At the opening session of the Restaurant Finance & Development Conference November 13, Stanford economics professor Nicholas Bloom presented on the impact and future of remote work.
“I’ve been working on this for 20 years. I have to say, no one was that engaged before the pandemic could be up to March 2020,” said Bloom. “Obviously things have been very different.”
Bloom started his panel explaining that remote work isn’t going anywhere. While the spike from the pandemic has reduced, the number of remote or hybrid workers has stabilized. In other words, a full return to work simply isn’t going to happen.

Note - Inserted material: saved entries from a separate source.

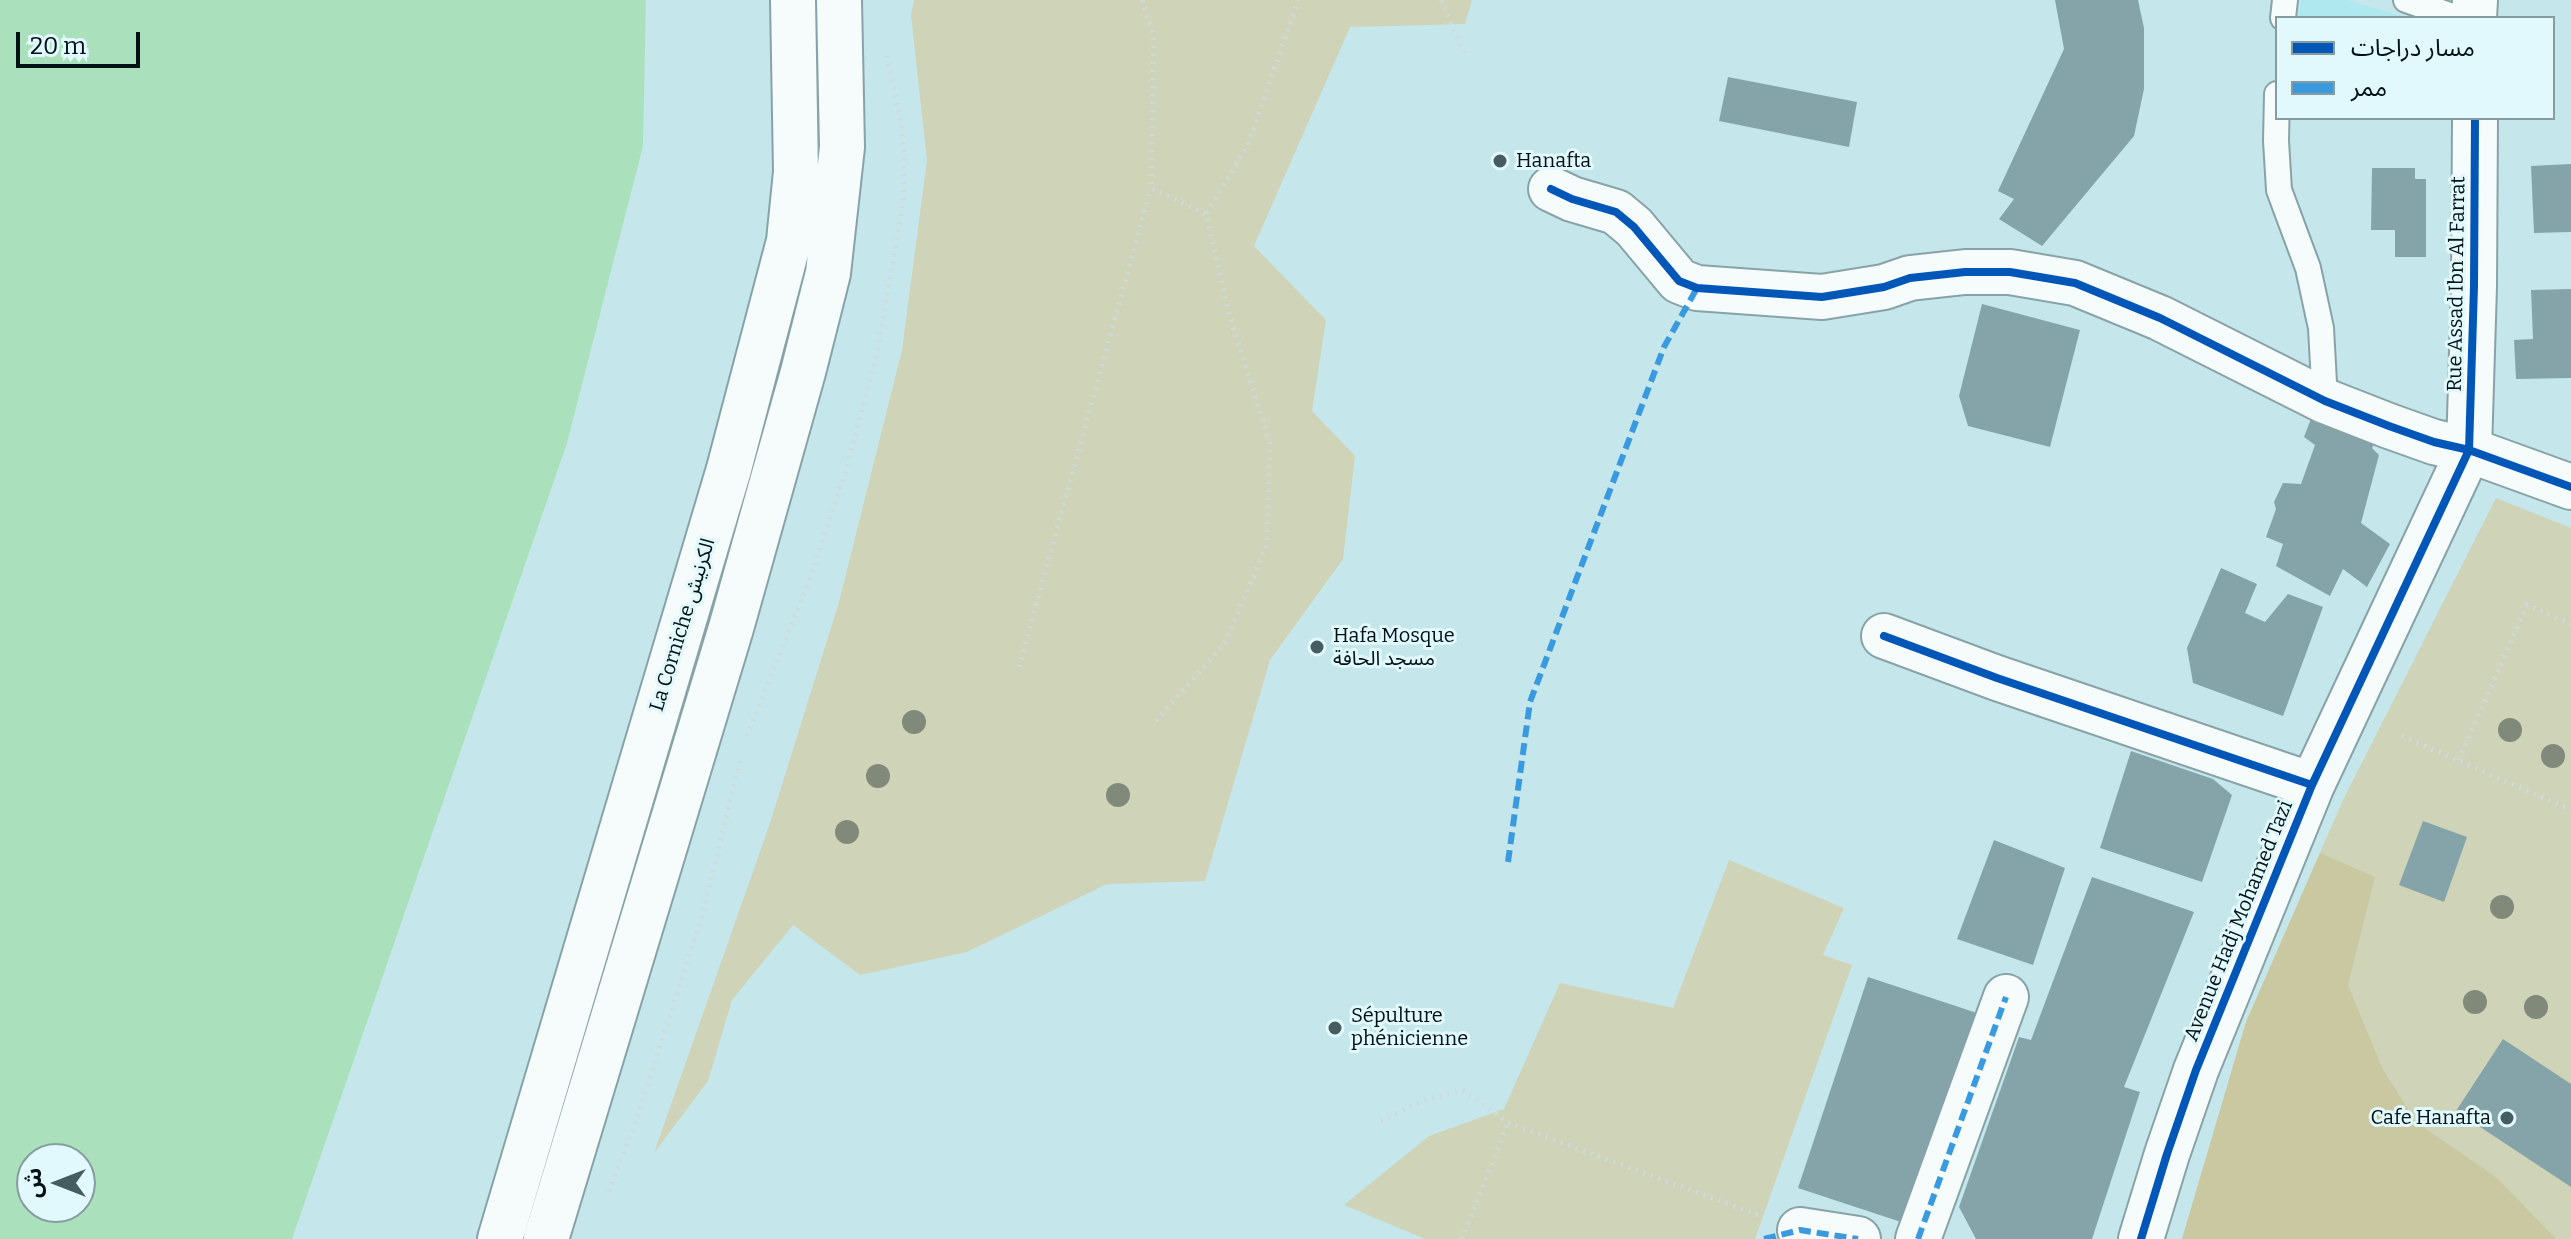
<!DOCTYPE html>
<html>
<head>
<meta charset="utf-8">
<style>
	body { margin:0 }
	#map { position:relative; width:2571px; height:1239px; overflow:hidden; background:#c5e7ec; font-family:Bitter,"Noto Sans Arabic",serif }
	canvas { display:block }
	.legend { position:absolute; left:2275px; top:16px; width:280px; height:104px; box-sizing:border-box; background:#e1f9fd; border:2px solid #879ca0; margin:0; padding:10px 14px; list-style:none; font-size:24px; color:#001115 }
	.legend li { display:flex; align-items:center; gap:16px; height:40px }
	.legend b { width:40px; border:2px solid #879ca0 }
	.north { position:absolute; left:16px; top:1143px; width:80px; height:80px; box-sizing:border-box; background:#e1f9fd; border:2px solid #879ca0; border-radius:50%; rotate:270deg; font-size:22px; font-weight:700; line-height:32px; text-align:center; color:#001115 }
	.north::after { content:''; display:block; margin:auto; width:28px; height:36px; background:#455c60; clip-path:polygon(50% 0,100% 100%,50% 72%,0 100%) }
	.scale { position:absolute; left:16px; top:32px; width:124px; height:36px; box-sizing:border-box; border:4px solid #001115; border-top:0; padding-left:10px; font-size:24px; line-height:28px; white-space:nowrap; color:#001115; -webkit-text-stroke:6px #e1f9fd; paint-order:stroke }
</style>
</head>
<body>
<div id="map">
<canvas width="2571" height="1239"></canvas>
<ul class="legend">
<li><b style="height:10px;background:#0057b8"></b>مسار دراجات</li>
<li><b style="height:10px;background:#399adf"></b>ممر</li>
</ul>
<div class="north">ش</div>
<div class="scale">20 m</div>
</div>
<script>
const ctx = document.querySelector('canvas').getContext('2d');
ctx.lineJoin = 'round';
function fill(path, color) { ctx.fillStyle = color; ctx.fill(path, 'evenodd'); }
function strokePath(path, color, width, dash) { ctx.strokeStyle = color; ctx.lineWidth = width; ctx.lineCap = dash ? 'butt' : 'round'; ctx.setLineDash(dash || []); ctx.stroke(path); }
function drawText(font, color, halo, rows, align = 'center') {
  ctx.font = font + ' Bitter,"Noto Sans Arabic",serif'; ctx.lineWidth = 6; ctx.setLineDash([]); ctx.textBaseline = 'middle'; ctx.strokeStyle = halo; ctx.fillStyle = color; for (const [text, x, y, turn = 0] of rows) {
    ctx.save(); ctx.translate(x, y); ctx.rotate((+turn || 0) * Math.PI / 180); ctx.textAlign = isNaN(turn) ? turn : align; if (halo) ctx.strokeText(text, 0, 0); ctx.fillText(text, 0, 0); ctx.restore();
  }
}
const built = new Path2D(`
	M 2301,0 L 2346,0 L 2408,18 L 2297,18 Z`);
const green = new Path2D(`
	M 914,0 L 1472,0 L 1465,24 L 1350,27 L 1254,246 L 1326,320 L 1312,411 L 1355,456 L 1343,559 L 1270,660 L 1205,881 L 1107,884 L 967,952 L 860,975 L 793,925 L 732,1000 L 708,1081 L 654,1153 L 769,826 L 839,602 L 902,350 L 927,160 L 911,15 Z
	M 2496,498 L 2571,528 L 2571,1239 L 2182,1239 L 2246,1022 L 2343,800 Z
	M 1729,860 L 1844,908 L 1823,955 L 1852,965 L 1755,1239 L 1425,1239 L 1344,1205 L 1429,1136 L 1504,1109 L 1560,983 L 1673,1008 Z`);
const forest = new Path2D(`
	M 2320,853 L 2375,877 L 2348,985 L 2382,1068 L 2416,1122 L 2497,1178 L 2556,1239 L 2182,1239 L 2246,1022 Z`);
const water = new Path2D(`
	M 0,0 L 646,0 L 643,146 L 567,443 L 292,1239 L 0,1239 ZM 32,1159 L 80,1159 L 80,1207 L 32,1207 Z`);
const building = new Path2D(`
	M 2055,0 L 2138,0 L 2144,28 L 2144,89 L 2134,136 L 2042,246 L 1999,219 L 2014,199 L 1998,191 L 2064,49 Z
	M 1728,77 L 1857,102 L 1849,147 L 1719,121 Z
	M 2571,164 L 2571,232 L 2534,233 L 2531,166 Z
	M 2372,168 L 2415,168 L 2415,179 L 2426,179 L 2426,257 L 2395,257 L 2395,230 L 2371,230 Z
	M 2571,289 L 2571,378 L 2516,379 L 2514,340 L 2533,339 L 2531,290 Z
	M 1982,304 L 2080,330 L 2050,447 L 1968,426 L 1959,396 Z
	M 2314,411 L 2377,438 L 2372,448 L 2379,455 L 2361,523 L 2390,544 L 2367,587 L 2343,569 L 2330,596 L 2276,566 L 2283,544 L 2266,537 L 2276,509 L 2274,502 L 2283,483 L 2301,484 L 2315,445 L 2304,437 Z
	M 2221,568 L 2257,584 L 2245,613 L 2265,622 L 2288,594 L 2323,607 L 2283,716 L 2193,683 L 2187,648 Z
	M 2131,751 L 2213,779 L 2232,795 L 2202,882 L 2100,848 Z
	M 2423,821 L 2467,837 L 2444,902 L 2399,885 Z
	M 1994,840 L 2065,868 L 2033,965 L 1957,939 Z
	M 2092,877 L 2194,912 L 2124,1087 L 2140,1092 L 2092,1239 L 1976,1239 L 1959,1207 L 2019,1037 L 2031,1040 Z
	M 1868,977 L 1980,1014 L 1910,1225 L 1798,1188 Z
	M 2503,1039 L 2571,1084 L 2571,1187 L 2456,1111 Z`);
const path = new Path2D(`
	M 1142,0 L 1154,37 L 1151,188 L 1206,214
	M 1441,0 L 1464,53
	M 1019,667 L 1151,188
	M 1156,721 L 1225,643 L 1267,545 L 1270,443 L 1229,314 L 1206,214 L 1248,145 L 1298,0
	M 747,736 L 812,573 L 845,473 L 878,349 L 903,201 L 904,156 L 901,124 L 886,52
	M 2402,736 L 2571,810
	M 2459,760 L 2527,605 L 2571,624
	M 1381,1121 L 1422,1101 L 1463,1090 L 1508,1123 L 1761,1216
	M 609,1191 L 637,1118 L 704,909 L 740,761
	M 1462,1239 L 1508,1123`);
const lane = new Path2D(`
	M 2406,0 L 2458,18
	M 2283,18 L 2285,0
	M 2277,94 L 2276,141 L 2279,190 L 2308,268 L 2321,328 L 2325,401`);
const street = new Path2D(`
	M 2474,18 L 2475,0
	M 1551,189 L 1572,199 L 1616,212 L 1634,227 L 1679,281 L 1697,288 L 1822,297 L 1884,287 L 1910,278 L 1965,272 L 2010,272 L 2075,283 L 2160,318 L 2325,401 L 2389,426 L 2434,442 L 2469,450 L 2571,487
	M 1884,636 L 1997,678 L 2312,785
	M 1800,1230 L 1858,1239
	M 1918,1239 L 2006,997
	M 2141,1239 L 2167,1154 L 2196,1070 L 2312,785 L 2469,450 L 2474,286 L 2475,118`);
const secondary = new Path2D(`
	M 500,1239 L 729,469 L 789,241 L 796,172 L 793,0
	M 546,1239 L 731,628 L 803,372 L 828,273 L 842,147 L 839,0`);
const quiet = new Path2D(`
	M 1508,862 L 1530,702 L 1664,347 L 1697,288
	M 1764,1239 L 1800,1230 L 1858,1239
	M 1918,1239 L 2006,997`);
const cycleway = new Path2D(`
	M 1551,189 L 1572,199 L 1616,212 L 1634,227 L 1679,281 L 1697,288 L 1822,297 L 1884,287 L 1910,278 L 1965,272 L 2010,272 L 2075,283 L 2160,318 L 2325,401 L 2389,426 L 2434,442 L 2469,450 L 2571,487
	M 1884,636 L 1997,678 L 2312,785
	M 2141,1239 L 2167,1154 L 2196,1070 L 2312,785 L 2469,450 L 2474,286 L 2475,118`);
const trees = [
	[914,722],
	[2510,730],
	[2553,756],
	[878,776],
	[1118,795],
	[847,832],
	[2502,907],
	[2475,1002],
	[2536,1007]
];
const markers = [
	[1500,161,8,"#455c60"],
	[1317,647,8,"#455c60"],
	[1335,1028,8,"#455c60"],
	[2507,1118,8,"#455c60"]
];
const poiNames = [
	["Hanafta",1516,161],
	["Hafa Mosque",1333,636],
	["مسجد الحافة",1333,659],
	["Sépulture",1351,1016],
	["phénicienne",1351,1039],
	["Cafe Hanafta",2491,1118,"right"]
];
const streetNames = [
	["Rue Assad Ibn Al Farrat",2457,284,-89],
	["La Corniche الكرنيش",683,625,-73],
	["Avenue Hadj Mohamed Tazi",2239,921,-68]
];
fill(built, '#b0e8f0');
fill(green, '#cfd3b7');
fill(forest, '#c9c8a1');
fill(water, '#aae1bc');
fill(building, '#85a4a9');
strokePath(lane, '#88a3a7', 28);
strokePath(street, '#88a3a7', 48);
strokePath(secondary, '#88a3a7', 48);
strokePath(path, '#cfdadd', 5, [2, 6]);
strokePath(lane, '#f6fbfc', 24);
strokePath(street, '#f6fbfc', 44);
strokePath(secondary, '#f6fbfc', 44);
strokePath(quiet, '#399adf', 6, [12, 6]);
strokePath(cycleway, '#0057b8', 8);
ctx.fillStyle = '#818a7a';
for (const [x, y] of trees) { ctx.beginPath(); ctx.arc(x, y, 12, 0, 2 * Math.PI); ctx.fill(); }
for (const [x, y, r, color] of markers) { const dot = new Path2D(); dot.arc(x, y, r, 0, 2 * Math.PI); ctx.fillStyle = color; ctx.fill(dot); strokePath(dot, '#e1f9fd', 3); }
drawText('20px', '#001115', '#e1f9fd', poiNames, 'left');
drawText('20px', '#001115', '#e1f9fd', streetNames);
</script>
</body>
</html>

As for why, Bloom provided a few different reasons, though the two main ones are happiness (both worker and employer) and productivity. The happiness comes from a few factors, the most prominent of which is lack of commute.
“The second most hated activity during the day is work,” said Bloom. “The most hated thing throughout the day was commuting people hate commuting even more than they hate work.”
For the employer, employee retention is the benefit of remote work. Bloom’s research shows that a few days of hybrid is equivalent to an 8 percent pay raise on average for workers. While employees do enjoy coming to work for socializing, the data shows that giving the option to work from home at least a couple days a week has immediate effects.
One piece of data Bloom showed was those with hybrid were less likely to quit by wide margin. He proposed that companies able to provide hybrid work should do so for the benefits, especially since the work is not impacted either way being a “net zero,” Bloom said.
He also highlighted that companies with hybrid should keep a schedule in order to allow workers to get the socialization they crave while providing opportunities to socialize.
“The thing that pisses people off more than anything else is coming to the office and spending all day on Zoom,” said Bloom. “Like, “Why am I committed Why am I come in you know committed for 30 minutes each region to sit in a cube of zoom all day?” just really angers people.”
The impact on the economy is already visible. Instead of going out to lunch, remote workers go to dinner. Restaurants on transit hubs are the most affected, as transit is down by 30 to 50 percent. Bloom advised that restauranters adapt to the new status quo and embrace the positives where they can.